From Vegetarian Suppers from Deborah Madison’s Kitchen
1 1/2 lb. green cabbage, chopped into 2-inch squares
3 fat leeks, white parts only, quartered lengthwise, chopped and washed
1/3 cup flour
1 cup milk
1/3 cup sour cream
3 Tbs. finely chopped parsley or dill
Mustard Cream (recipe follows)
1. Preheat oven to 350°F and butter a 6 cup shallow baking dish. Put a large pot of water on to boil.
2. When water boils add salt to taste and the vegetables. After 5 minutes, drain vegetables into a colander and press firmly with a rubber spatula to force out as much water as possible.
3. Whisk the flour, milk, sour cream, eggs and herbs together, then add the cabbage and leeks. Season with 3/4 teaspoon salt. Pour into the prepared baking dish and bake until firm and lightly browned, about 45 minutes. Serve with mustard cream.
Variations: Add shredded, blanched celeriac to the vegetables. Add 2 to 3 ounces grated or crumbled cheese such as aged Gouda, Gruyere, Swiss feta or sharp Cheddar. Omit dill.
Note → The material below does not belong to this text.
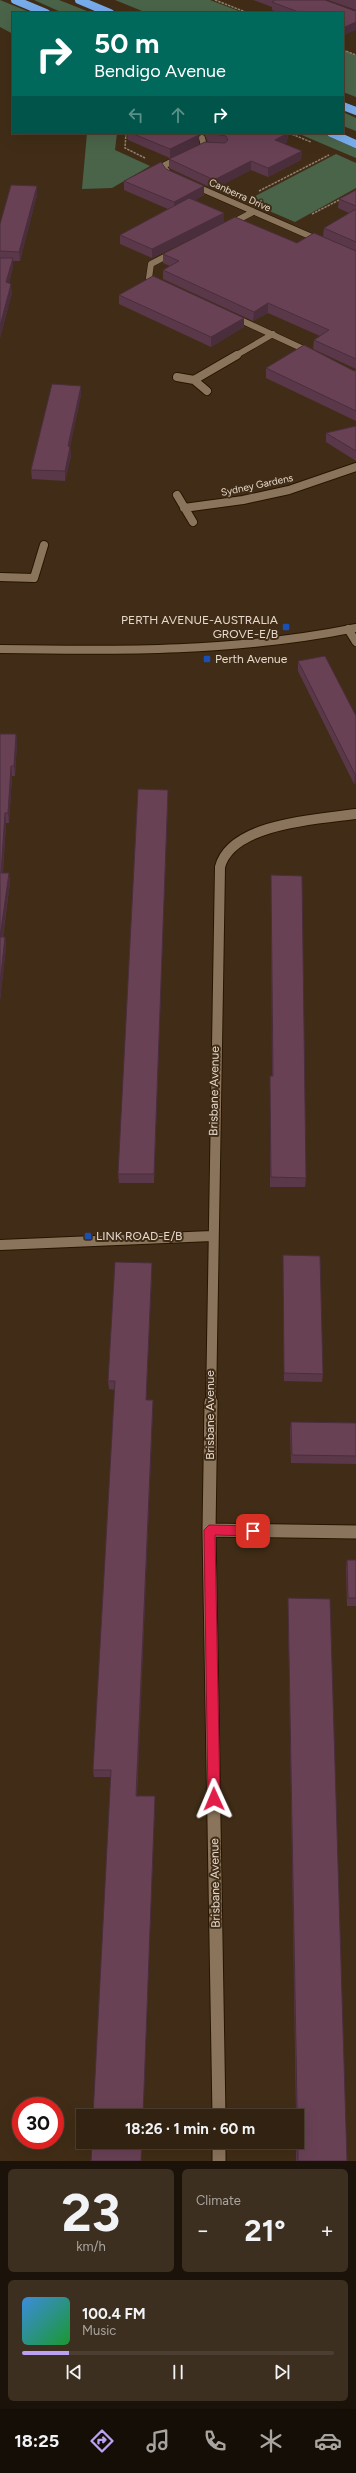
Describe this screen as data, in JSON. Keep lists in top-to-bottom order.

1 small shallot, finely diced
1 tsp. white wine vinegar
Pinch of sea salt
2/3 cup sour cream or whole milk yogurt
2 to 3 tsp. prepared mustard
Mix the shallot, vinegar and salt in small bowl and let stand 5 minutes. Whisk in the sour cream and mustard; adjust the seasonings, adding more vinegar or mustard to taste, if needed.